Aunque el denominador común de las encuestas de opinión haya fallado estrepitosamente en casi todos los momentos cruciales de la historia moderna, aparecen inevitablemente de nuevo, ciclo tras ciclo y año tras año en todas las regiones del mundo donde el día definitivo llega tras las extensas campañas de las promesas y los juramentos. Y aunque sea tan evidente que responden a distintos modelos, intereses y contextos, y que varían con la volatilidad de las cometas entre los vendavales de la emoción, siguen estando en el centro de la discusión pública, y todos enfocan su atención a los repuntes de sus candidatos elegidos o a la caída de sus contendores.

Pareciera no importar mucho el enorme margen de error que guardan en sus cálculos, ni los extraños impulsos y movimientos de los candidatos en las distintas escalas de porcentajes en plazos sospechosos, ni la tradición de sus fracasos. Solo en los últimos tres años, las encuestas más prestigiosas hicieron un papelón monumental midiendo las tendencias de los eventos electorales que hicieron estallar el orden mundial y otras elecciones opacadas por esos mismos estruendos: fracasaron con el brexit, con Trump, con el plebiscito que refrendaba el Acuerdo de Paz en Colombia, con Carlos Alvarado en Costa Rica, con Mario Abdo Benítez en Paraguay.
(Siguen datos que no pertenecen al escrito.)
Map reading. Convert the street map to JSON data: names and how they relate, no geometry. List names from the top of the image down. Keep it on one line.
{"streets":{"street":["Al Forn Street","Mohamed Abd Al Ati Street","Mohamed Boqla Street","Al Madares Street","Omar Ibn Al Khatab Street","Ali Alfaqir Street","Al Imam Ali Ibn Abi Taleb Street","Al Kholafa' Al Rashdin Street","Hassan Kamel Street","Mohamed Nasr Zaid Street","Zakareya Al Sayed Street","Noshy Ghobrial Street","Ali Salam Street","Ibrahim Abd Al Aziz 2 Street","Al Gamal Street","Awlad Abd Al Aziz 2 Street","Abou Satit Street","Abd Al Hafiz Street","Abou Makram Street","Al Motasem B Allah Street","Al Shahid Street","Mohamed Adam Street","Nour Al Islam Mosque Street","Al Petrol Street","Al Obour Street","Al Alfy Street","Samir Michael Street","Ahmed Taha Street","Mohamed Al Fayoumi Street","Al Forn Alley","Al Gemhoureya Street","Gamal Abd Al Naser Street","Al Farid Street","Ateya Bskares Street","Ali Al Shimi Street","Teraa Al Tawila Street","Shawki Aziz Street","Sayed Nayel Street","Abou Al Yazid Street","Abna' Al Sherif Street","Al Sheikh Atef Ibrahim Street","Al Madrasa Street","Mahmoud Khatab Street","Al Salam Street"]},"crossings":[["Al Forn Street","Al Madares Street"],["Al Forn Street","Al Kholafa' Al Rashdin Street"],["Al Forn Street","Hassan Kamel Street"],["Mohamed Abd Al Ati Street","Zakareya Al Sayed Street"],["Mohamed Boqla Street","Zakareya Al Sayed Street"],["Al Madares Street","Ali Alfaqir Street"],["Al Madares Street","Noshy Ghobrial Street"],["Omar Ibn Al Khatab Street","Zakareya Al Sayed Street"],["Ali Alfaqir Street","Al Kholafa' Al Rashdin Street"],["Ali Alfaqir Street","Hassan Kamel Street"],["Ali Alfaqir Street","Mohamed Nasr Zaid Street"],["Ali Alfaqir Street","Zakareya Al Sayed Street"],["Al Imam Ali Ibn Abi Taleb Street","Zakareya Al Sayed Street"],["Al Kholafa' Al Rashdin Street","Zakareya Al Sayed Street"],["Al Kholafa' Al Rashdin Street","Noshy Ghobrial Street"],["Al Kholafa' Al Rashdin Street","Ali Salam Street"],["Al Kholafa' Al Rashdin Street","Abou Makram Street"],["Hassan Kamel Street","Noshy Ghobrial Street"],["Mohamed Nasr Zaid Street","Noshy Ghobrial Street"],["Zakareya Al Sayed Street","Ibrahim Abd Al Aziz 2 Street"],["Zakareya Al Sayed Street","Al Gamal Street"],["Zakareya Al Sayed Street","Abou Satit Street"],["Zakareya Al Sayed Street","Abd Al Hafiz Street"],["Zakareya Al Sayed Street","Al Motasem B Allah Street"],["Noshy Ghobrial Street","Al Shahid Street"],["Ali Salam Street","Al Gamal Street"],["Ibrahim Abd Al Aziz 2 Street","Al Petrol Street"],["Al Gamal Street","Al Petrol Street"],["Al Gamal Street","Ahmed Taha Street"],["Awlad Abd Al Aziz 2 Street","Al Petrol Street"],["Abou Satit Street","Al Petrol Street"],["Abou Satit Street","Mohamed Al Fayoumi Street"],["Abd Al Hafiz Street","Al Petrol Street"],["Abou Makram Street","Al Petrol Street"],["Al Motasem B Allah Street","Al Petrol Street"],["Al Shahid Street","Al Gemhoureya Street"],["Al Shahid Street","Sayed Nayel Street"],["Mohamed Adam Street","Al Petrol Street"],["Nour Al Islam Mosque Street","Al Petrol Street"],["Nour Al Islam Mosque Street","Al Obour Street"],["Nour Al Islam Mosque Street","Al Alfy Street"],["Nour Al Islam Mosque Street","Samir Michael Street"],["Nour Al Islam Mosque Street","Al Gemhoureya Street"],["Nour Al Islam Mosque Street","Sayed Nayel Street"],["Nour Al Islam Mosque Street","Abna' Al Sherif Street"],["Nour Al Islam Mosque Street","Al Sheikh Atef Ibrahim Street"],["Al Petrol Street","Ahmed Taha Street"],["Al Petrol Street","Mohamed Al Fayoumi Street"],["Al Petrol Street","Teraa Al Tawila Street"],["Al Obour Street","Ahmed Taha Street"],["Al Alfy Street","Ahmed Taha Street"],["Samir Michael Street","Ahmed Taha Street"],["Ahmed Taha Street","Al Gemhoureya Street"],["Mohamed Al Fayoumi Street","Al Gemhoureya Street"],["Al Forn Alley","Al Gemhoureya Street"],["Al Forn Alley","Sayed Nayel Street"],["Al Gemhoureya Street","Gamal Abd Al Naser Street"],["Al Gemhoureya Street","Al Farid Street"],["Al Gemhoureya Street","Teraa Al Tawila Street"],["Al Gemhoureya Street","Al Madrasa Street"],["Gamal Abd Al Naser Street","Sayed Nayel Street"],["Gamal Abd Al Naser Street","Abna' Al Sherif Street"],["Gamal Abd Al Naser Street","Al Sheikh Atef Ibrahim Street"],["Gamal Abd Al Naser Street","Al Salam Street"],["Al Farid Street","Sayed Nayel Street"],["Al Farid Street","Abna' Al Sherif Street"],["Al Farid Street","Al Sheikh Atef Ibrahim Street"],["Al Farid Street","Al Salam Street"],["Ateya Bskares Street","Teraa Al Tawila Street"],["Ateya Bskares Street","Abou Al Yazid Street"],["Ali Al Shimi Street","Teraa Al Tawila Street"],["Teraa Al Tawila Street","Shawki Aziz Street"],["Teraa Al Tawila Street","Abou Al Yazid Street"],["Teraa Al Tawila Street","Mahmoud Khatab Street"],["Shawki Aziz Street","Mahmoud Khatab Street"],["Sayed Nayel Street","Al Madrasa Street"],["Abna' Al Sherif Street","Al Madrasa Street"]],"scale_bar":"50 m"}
Se equivocaron todas después de la soberbia ridícula de sus emisores, que defendían la infalibilidad de los números y el esquema riguroso de unas preguntas métricamente definidas para inducir al encuestado a unos impulsos mecánicos de honestidad.

A Winston Churchill le atribuyeron la frase más exacta sobre el misterio en cuestión: “Solo me fío de las estadísticas que yo, personalmente, he manipulado”. Y ese es justo el pensamiento cercano de los candidatos que aceptan la fiabilidad de las encuestas que los favorecen, y niegan con sorna las que marcan sus caídas. Es la balota permanente que trastoca las tendencias con patrones misteriosos que solo pueden ser aceptados por la fe y por los suspiros del optimismo.

Pero el patrón más conocido y tradicional tiene nombre propio; ha sido usado por todos los sectores empresariales que tienen en sus barajas las plataformas que alcanzan la susceptibilidad de la opinión hasta invertirlas por terrorismo mediático o por seducción delicada: el interés privado tras las encuestas como instrumento político. No hace falta mayor ilustración para saberlo. La favorabilidad estadística a un candidato X puede ser usada como método de espanto para favorecer la desbandada favorable hacia un candidato Y, o puede ser usada como método de contagio para atraer a los escépticos y a los snobs que buscan siempre montarse en los carros de la victoria. Pero el final es siempre impredecible cuando confluyen todas las razones y motivos humanos que una encuesta aritmética no puede prever: los votos vergonzantes, los conversos, los untados, los votos maquinales de presión, los vacilantes, los amenazados, los abstencionistas súbitamente arrepentidos que destrozan todos los cálculos y los patrones de la costumbre. Siguiendo el mismo patrón, las encuestas que intentan medir la opinión en Colombia ante la próxima elección presidencial del 27 de mayo son tan confiables como los siglos de esta larga historia del aturdimiento.